The City of Imperial Is Fighting a Project It Has No Authority Over. Why?
If you are a resident of the City of Imperial, a specific question is worth asking: your city government has spent significant public funds — your funds — litigating against a project that is not in your city, not subject to your city’s authority, and not something your city has any legal power to approve or deny. The Superior Court called the legal theory behind that litigation “legally insufficient.” The city is now appealing that ruling, spending more of your money to continue the campaign.
What have you gotten for that expenditure? What did the city claim it was trying to protect you from? And did the people who made these decisions on your behalf have the authority — or the justification — to spend your resources this way?
The Jurisdiction Gap
The IVDC site sits at the intersection of Aten and Clark Roads in unincorporated Imperial County. “Unincorporated” means it is not within the boundaries of any city. It is governed by Imperial County — the county board of supervisors, the county planning department, the county zoning code. The City of Imperial has no land use authority over it.
California law does provide mechanisms for neighboring jurisdictions to challenge land use decisions in limited circumstances. But those mechanisms require establishing legal standing — a genuine, cognizable legal interest in the outcome. The Superior Court’s ruling that the city’s complaint was legally insufficient is, in part, a statement about the adequacy of the legal theory the city used to assert that standing.
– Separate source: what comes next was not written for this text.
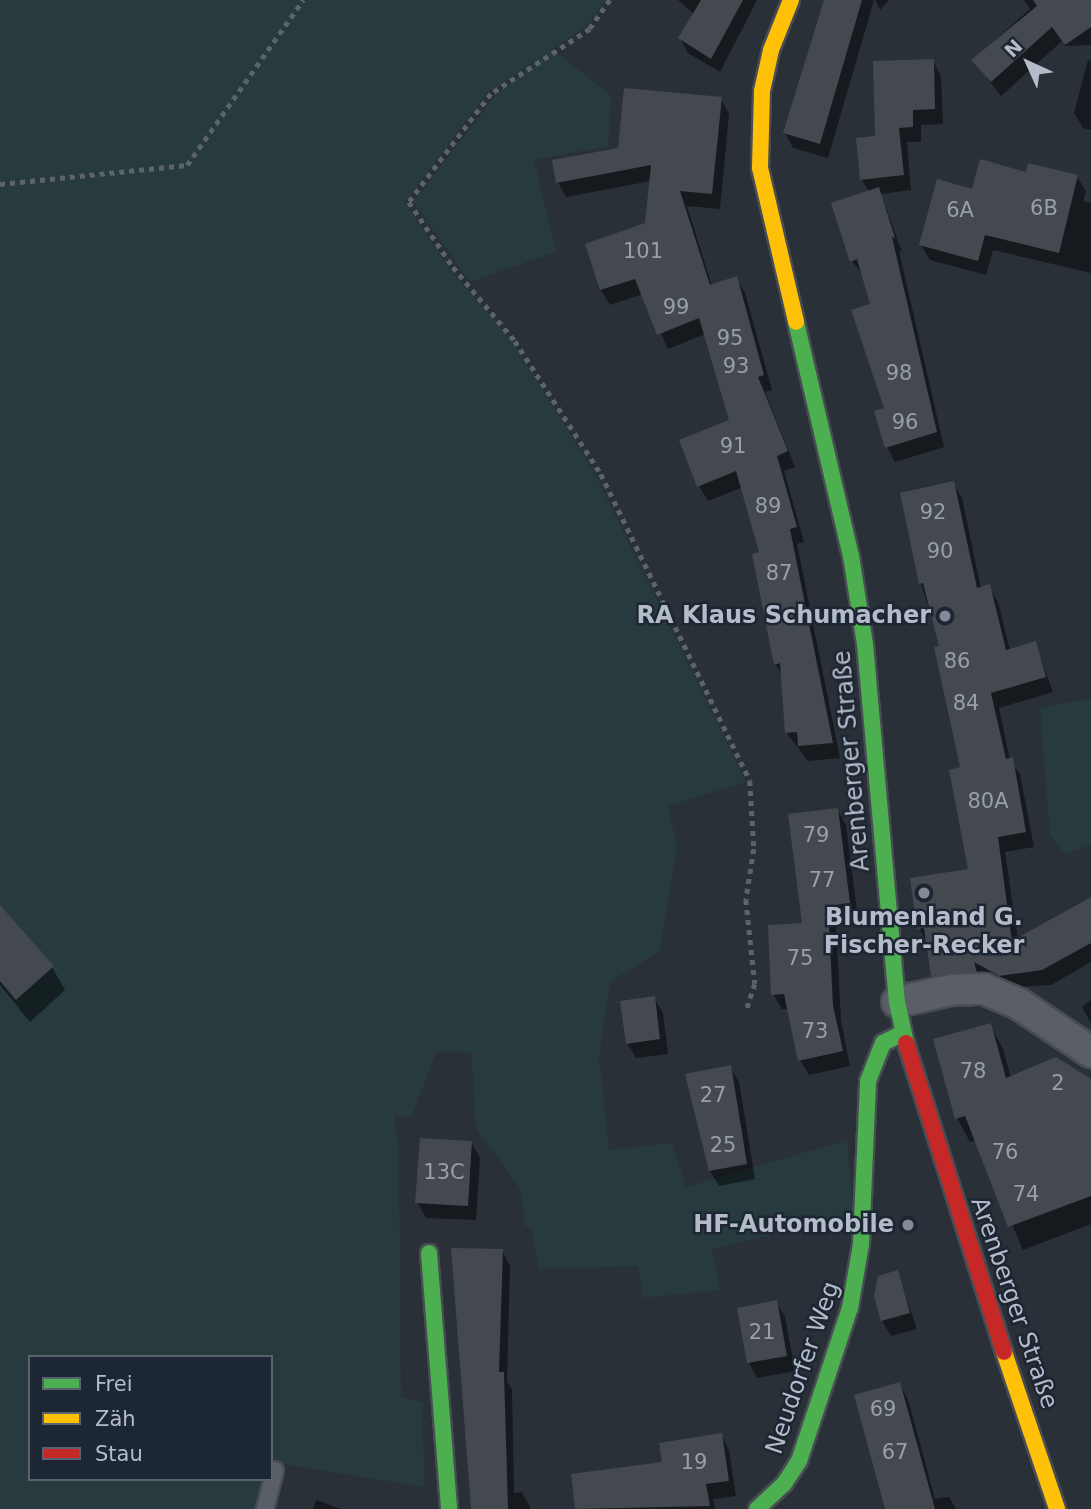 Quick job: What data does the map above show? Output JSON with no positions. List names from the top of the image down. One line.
{"streets":{"main road":["Arenberger Straße","Neudorfer Weg"]},"crossings":[["Arenberger Straße","Neudorfer Weg"]],"places":["RA Klaus Schumacher","Blumenland G. Fischer-Recker","HF-Automobile"],"house_numbers":["6B","6A","101","99","95","93","98","96","91","89","92","90","87","86","84","80A","79","77","75","73","78","2","27","25","76","13C","74","21","69","67","19"],"legend":["Frei","Zäh","Stau"],"north":"top left"}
The city sued. The court dismissed the key claims. The city appealed. At each stage, the city has been spending public money on litigation that a judge has already described as legally insufficient. The residents who fund that spending deserve to know what the city expects to accomplish — and who in city government made the decision to keep spending after the initial dismissal.
The Cost to City Residents
Municipal litigation is expensive. Outside counsel for complex land use and administrative law litigation in California can cost $300-600 per hour or more. A multi-year case — from initial filing through trial court dismissal, appeal briefing, and potential appellate argument — can easily consume $500,000 to $1.5 million in legal fees.
The City of Imperial is not a wealthy municipality. It operates a budget that, like every small California city, requires careful management of competing demands. Legal expenses of this scale represent real tradeoffs — services that don’t get funded, maintenance that gets deferred, staff that doesn’t get hired because the money went to outside counsel pursuing a case the trial court already called legally insufficient.
This is a governance question that Imperial residents are entitled to ask directly: was this the best use of your city’s limited resources? What did you get for it? And who decided to keep spending after the court’s initial ruling?
The Regional Cost
Beyond the city’s residents, the City of Imperial’s litigation campaign has imposed costs on the broader region. Every month of legal delay is a month of construction that doesn’t start — a month of union wages that aren’t paid, a month of supply chain spending that doesn’t flow through Imperial Valley businesses, a month of county tax revenue that doesn’t arrive.
The IVDC’s tax revenue benefits the county — including the unincorporated areas the city doesn’t govern and the cities (including Imperial) that receive county services funded partly by county revenue. By litigating to prevent that revenue from being generated, the City of Imperial is imposing costs on communities whose residents had no say in the decision to file suit and no representation on the city council that made it.
That is a feature of the political economy of this dispute, not a bug. The people bearing the cost of the obstruction campaign are different from the people making the obstruction decisions. Changing that alignment — making the decision-makers accountable to the people bearing the cost — is what elections, lawsuits, and sustained public pressure are for.